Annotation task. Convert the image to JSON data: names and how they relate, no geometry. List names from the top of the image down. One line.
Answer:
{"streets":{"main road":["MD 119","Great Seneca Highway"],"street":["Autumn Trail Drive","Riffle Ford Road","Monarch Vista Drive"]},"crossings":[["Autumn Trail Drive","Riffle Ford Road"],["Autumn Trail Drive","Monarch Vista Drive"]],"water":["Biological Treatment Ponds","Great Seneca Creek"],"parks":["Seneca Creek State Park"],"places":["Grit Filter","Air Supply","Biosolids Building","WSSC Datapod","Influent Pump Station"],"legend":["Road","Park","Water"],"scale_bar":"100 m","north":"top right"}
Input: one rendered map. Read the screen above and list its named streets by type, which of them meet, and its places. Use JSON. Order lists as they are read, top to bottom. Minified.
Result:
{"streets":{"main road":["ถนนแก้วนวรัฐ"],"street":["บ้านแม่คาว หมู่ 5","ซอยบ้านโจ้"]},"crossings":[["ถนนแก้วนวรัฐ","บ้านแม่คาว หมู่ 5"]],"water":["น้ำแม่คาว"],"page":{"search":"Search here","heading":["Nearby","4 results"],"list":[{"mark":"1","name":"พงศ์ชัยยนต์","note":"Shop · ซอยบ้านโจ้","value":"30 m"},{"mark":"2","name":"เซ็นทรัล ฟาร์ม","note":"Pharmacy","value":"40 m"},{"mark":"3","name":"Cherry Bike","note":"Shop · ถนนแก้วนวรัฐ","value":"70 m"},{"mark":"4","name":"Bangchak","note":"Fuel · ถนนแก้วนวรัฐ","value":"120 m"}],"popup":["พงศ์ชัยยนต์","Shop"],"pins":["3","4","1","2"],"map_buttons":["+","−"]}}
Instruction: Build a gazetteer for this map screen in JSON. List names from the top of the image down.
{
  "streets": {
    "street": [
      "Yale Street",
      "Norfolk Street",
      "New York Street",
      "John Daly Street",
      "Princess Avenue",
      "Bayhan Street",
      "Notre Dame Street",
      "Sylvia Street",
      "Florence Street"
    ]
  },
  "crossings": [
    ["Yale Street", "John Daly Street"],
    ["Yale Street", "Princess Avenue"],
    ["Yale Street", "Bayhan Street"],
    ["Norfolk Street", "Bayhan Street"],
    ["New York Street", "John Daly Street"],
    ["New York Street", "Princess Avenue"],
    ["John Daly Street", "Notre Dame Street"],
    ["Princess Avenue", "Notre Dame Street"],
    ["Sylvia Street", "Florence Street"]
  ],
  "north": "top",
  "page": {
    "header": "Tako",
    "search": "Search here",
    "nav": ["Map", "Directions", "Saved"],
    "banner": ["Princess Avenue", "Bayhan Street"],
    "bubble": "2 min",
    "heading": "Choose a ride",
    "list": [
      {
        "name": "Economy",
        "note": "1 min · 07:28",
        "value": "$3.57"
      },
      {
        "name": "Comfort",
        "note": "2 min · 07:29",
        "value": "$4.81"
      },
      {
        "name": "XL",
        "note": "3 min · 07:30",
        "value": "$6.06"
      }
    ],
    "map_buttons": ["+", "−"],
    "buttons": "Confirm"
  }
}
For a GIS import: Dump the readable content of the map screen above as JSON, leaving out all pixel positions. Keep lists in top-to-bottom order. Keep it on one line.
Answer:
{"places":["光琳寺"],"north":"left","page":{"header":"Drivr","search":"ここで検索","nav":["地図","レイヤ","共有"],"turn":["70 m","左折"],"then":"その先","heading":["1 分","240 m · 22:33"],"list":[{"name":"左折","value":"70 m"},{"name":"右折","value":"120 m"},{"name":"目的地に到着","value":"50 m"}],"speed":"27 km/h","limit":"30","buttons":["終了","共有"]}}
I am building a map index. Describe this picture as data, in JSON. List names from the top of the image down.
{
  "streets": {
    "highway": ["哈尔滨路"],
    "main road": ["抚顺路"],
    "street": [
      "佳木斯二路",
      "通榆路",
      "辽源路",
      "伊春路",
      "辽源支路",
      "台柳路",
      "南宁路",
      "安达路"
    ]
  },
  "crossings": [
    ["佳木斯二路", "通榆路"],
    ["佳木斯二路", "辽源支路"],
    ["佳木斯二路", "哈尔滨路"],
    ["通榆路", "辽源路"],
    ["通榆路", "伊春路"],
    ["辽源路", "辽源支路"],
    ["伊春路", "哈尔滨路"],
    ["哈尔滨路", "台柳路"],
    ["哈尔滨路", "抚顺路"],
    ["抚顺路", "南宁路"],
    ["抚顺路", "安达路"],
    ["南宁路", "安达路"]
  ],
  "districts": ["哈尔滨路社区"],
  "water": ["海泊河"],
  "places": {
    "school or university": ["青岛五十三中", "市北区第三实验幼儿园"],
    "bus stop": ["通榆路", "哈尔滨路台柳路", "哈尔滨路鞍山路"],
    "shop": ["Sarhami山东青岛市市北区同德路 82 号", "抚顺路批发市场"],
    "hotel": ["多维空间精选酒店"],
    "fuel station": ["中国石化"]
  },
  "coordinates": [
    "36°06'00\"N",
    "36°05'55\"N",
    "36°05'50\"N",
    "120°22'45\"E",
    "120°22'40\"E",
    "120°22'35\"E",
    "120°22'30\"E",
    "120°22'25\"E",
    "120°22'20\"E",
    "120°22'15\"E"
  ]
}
____________________
- _THE TASK_:
Going through the listing above, copy out every line that has the string "lists".

- _ANSWER TO THIS TASK_:
Input: one rendered map. Read the screen above and list its named streets by type, which of them meet, and its places. Use JSON. Order lists as they are read, top to bottom. Minified.
For a GIS import: Dump the readable content of the map screen above as JSON, leaving out all pixel positions. Keep lists in top-to-bottom order. Keep it on one line.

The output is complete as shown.